• What the task asks:
Go through the records below and show every line with the string "Keep".

• Material for the task:
***

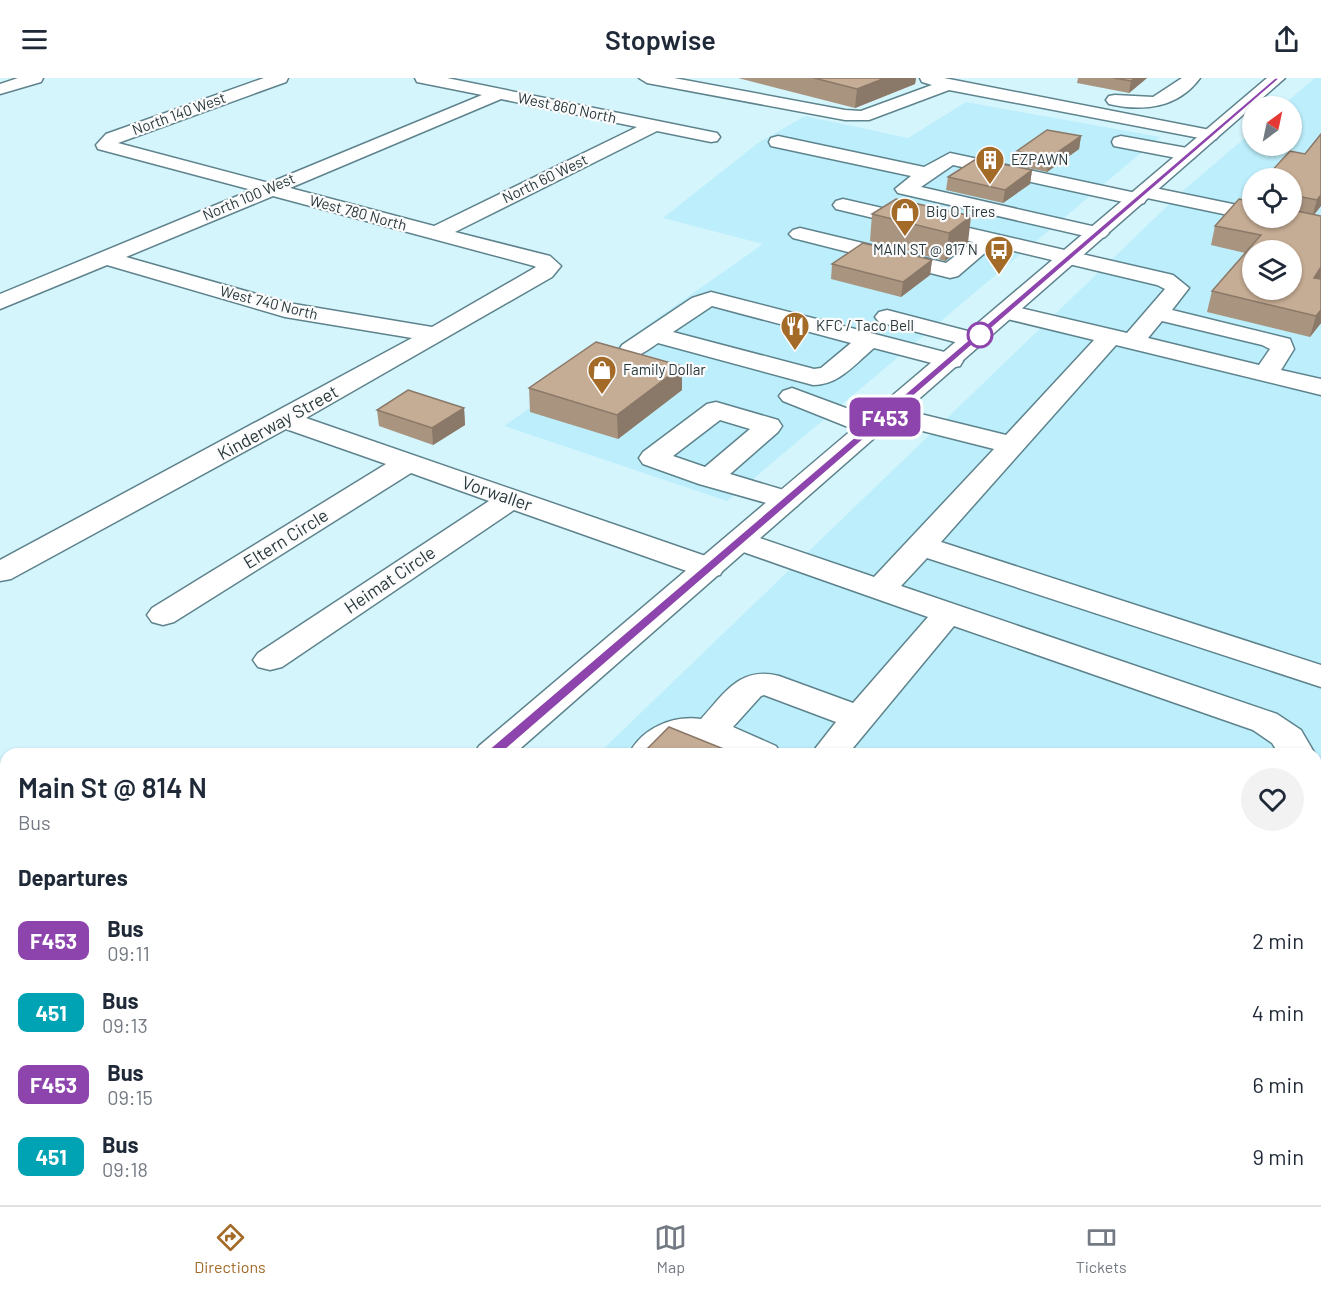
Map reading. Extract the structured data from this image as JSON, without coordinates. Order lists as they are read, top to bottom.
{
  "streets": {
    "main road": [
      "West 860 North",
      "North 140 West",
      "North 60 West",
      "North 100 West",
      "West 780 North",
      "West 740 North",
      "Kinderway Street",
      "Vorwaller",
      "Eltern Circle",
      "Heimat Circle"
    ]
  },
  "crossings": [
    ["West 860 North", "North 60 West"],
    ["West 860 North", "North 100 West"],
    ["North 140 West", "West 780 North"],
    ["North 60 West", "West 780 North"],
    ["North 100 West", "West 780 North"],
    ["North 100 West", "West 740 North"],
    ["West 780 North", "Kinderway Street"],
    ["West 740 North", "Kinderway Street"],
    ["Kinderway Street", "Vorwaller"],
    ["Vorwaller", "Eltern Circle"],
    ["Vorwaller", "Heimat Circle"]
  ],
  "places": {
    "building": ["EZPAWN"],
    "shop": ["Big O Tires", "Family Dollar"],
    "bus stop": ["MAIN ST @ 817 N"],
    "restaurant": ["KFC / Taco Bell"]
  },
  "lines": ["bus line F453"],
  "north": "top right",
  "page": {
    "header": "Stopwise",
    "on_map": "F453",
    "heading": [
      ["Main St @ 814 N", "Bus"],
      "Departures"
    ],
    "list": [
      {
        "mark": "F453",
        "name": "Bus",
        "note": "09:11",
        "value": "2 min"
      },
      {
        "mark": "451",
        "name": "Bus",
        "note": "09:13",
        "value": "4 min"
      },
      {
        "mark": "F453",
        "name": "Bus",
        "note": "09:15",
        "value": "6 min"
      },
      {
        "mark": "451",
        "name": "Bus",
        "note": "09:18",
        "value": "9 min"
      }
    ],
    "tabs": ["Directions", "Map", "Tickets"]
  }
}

***

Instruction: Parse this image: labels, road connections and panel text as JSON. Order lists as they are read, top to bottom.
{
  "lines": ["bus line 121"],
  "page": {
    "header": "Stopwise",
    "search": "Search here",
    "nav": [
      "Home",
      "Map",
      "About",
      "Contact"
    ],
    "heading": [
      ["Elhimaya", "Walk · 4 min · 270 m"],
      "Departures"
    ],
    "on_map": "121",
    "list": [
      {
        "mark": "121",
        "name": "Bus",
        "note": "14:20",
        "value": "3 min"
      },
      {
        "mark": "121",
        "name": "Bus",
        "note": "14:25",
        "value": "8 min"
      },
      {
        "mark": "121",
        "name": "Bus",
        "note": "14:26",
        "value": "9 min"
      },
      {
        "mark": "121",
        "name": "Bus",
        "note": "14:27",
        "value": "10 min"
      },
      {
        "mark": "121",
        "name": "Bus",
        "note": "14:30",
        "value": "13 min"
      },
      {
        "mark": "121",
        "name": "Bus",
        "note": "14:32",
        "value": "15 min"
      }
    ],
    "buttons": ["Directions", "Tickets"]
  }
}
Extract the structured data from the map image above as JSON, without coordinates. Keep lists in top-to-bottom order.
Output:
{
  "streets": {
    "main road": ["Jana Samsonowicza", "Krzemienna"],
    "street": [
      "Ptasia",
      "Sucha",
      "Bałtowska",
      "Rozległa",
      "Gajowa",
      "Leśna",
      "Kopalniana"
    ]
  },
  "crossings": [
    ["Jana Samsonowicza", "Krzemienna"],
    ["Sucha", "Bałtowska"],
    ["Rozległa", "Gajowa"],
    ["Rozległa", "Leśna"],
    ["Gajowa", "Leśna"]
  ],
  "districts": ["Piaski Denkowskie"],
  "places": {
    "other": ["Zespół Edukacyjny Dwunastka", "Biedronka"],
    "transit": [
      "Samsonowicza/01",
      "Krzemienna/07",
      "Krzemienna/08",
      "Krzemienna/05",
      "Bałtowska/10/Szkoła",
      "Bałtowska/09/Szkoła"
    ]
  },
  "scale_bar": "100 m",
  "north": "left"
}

***

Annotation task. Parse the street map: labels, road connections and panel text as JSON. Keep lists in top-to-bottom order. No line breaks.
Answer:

***

• Your solution:
Extract the structured data from the map image above as JSON, without coordinates. Keep lists in top-to-bottom order.
Annotation task. Parse the street map: labels, road connections and panel text as JSON. Keep lists in top-to-bottom order. No line breaks.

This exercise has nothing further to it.